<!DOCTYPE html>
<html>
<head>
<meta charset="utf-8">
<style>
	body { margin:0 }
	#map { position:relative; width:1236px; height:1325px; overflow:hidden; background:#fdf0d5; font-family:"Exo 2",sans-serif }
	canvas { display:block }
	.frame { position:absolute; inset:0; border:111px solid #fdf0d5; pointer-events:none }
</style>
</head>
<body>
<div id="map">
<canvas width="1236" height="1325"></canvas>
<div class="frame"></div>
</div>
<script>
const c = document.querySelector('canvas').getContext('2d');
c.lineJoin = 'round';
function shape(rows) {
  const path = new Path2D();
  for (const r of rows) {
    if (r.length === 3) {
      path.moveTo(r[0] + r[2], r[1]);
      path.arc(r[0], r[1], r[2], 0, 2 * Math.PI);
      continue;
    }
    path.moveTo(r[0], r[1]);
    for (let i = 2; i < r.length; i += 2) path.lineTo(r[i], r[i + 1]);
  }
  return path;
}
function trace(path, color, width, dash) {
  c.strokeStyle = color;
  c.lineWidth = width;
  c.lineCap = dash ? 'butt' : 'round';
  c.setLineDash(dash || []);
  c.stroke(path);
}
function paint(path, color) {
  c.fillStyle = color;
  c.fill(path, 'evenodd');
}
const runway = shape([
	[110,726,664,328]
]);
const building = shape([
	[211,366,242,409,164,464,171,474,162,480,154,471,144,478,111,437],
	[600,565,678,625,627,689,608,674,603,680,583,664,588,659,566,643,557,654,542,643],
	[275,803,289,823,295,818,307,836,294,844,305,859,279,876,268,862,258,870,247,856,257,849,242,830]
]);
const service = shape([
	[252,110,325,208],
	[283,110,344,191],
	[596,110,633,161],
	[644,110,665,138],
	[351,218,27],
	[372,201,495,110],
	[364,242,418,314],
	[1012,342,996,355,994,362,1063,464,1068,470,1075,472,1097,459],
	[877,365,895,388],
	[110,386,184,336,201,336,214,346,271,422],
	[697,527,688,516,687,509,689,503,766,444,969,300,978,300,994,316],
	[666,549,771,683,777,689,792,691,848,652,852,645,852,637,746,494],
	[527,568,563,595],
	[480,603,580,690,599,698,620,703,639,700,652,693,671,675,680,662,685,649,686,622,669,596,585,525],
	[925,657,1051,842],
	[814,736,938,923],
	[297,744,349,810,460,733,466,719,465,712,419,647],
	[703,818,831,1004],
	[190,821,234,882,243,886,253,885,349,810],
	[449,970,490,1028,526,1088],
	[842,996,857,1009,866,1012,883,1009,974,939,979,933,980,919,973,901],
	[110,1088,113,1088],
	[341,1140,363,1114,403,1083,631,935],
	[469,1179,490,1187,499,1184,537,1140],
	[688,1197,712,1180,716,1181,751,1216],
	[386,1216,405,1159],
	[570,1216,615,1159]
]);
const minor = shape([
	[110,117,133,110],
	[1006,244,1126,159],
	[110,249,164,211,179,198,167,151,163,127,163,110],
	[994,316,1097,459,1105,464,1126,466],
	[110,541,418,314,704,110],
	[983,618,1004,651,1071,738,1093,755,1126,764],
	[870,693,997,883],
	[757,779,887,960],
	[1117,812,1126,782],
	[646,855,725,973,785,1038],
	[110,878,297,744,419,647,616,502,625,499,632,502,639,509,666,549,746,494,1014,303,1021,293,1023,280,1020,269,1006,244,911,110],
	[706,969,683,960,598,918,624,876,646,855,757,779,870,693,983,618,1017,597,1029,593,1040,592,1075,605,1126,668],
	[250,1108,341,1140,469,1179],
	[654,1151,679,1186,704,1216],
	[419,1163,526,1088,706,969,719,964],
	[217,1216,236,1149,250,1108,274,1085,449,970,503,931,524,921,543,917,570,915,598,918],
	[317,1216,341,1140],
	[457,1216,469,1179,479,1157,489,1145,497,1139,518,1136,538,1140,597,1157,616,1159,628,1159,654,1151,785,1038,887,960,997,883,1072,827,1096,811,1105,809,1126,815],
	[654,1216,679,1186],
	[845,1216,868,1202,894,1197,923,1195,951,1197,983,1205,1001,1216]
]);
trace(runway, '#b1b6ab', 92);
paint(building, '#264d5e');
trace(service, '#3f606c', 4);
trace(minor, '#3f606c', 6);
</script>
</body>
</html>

## WORK INSTRUCTION
Your answer should be a single number: the count of lines in the listing that hold "rows".

## REPLY
2